Но в первую же ночь я проснулась и Шурка тоже проснулся: из коридора доносился писк. Это Ушастику надоело сидеть взаперти; он царапался в стенку сундука и отчаянно пищал. Мы тихонько принесли его в комнату, и Шурка взял его к себе под одеяло.

Мне тоже хотелось взять к себе Ушастика — такого вымытого, пушистого, тёплого — но я не стала спорить, чтоб не разбудить маму.

Но мама спала крепко, она очень уставала на своей фабрике.

До революции фабрика не была маминой. Она принадлежала только одному человеку. Это потом она сделалась маминой и тёти Настиной, и тёти Глафириной и других работниц-прядильщиц, которые жили в нашем доме. Все они так и называли её — «наша фабрика».

Фабрика была даже моя и Шуркина, потому что, например, один раз мама принесла с работы красивый ситец в полоску и сказала, что «это с нашей фабрики дали — на Первое мая — вам, как детям фронтовика», и сшила из этого ситца мне платье, а Шурке рубаху. А в другой раз фабричные комсомольцы привезли нам дрова. Распилили их, раскололи и сложили в сарай. И нам хватило этих дров на всю зиму, ещё и осталось две поленницы.

Между этими поленницами мы устроили в сарае уютное местечко; натаскали туда травы с пустыря, набросали рогожных мешков, постелили старый овчинный тулуп. Здесь мы с Зиной любили играть в «домик», а Ушастик был нашим жильцом. Но он всё вырывался и убегал за Шуркой.

Ушастик очень любил Шурку, прямо ходил за ним по пятам. Бежит Шурка на Неву купаться, и Ушастик следом — бултых в воду!

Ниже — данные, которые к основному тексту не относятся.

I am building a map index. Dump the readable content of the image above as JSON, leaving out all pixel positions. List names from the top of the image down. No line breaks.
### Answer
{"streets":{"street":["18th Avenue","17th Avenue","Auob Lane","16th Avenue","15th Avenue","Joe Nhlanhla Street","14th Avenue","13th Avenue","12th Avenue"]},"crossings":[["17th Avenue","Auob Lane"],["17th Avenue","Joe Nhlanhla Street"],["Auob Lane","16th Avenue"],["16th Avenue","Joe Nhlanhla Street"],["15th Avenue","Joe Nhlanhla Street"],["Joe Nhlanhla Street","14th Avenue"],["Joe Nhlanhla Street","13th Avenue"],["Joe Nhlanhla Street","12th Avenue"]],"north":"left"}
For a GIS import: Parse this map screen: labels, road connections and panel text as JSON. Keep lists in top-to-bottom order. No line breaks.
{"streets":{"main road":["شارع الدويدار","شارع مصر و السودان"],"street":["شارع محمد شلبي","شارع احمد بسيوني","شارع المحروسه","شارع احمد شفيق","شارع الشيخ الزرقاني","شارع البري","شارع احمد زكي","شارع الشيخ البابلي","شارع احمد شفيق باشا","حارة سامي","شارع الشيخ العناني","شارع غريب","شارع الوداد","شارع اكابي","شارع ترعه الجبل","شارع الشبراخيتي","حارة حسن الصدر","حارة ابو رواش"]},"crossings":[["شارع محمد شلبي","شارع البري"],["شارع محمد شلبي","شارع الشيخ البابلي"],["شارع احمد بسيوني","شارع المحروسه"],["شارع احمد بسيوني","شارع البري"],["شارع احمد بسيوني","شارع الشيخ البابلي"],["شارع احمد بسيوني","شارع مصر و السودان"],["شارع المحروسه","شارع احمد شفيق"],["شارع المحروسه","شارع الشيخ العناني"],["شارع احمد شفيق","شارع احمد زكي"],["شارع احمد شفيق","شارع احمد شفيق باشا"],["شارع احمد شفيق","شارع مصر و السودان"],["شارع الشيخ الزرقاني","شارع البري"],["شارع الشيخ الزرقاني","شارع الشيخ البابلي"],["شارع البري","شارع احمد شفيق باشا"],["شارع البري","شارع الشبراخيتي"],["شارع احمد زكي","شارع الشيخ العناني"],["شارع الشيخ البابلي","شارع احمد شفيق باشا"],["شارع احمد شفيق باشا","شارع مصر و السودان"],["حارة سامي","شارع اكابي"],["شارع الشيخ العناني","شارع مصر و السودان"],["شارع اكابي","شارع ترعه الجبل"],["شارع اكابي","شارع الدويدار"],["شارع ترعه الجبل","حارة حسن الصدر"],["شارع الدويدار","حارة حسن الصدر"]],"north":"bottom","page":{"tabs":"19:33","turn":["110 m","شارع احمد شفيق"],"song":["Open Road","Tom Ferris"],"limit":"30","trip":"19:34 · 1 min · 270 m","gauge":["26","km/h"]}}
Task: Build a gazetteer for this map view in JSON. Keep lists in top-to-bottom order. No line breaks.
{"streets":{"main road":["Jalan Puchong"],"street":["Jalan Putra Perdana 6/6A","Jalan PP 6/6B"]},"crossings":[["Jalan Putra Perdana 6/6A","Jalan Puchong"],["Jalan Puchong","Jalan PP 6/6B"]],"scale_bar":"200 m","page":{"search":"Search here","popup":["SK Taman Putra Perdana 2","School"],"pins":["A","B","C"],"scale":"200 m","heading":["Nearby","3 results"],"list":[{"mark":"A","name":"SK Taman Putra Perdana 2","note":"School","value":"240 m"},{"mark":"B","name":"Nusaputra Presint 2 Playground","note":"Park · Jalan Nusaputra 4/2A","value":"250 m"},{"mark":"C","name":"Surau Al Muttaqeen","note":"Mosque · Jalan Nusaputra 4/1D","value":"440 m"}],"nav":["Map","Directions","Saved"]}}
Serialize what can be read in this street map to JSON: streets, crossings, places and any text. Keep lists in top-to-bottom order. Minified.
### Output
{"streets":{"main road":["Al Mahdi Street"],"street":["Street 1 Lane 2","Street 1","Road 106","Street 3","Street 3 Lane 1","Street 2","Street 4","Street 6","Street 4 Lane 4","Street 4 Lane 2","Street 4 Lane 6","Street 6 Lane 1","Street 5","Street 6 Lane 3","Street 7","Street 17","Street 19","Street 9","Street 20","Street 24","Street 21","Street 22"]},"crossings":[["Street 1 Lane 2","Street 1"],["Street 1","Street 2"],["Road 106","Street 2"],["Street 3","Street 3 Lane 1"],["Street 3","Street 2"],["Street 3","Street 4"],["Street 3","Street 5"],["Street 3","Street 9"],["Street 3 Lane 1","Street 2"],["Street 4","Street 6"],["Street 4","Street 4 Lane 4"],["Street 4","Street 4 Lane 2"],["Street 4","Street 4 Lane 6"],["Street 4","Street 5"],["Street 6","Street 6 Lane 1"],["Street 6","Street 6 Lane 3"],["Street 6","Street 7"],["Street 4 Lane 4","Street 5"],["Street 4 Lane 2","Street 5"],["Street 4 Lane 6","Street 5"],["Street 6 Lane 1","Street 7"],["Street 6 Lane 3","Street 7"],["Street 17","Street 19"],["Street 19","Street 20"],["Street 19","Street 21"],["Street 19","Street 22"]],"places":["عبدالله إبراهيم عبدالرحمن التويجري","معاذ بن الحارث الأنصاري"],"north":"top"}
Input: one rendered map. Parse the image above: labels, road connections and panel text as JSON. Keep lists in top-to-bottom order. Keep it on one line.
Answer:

Поплавает вдоволь, потом выскочит на берег, отряхнётся, положит голову на лапы и следит, как Шурка ныряет, — метёт хвостом по земле и повизгивает, будто боится за Шурку. Пойдёт Шурка в очередь за белым хлебом — и Ушастик туда же; терпеливо сидит, поджав хвост, ждёт, засматривает Шурке в глаза: даст ли ему Шурка кусочек булки.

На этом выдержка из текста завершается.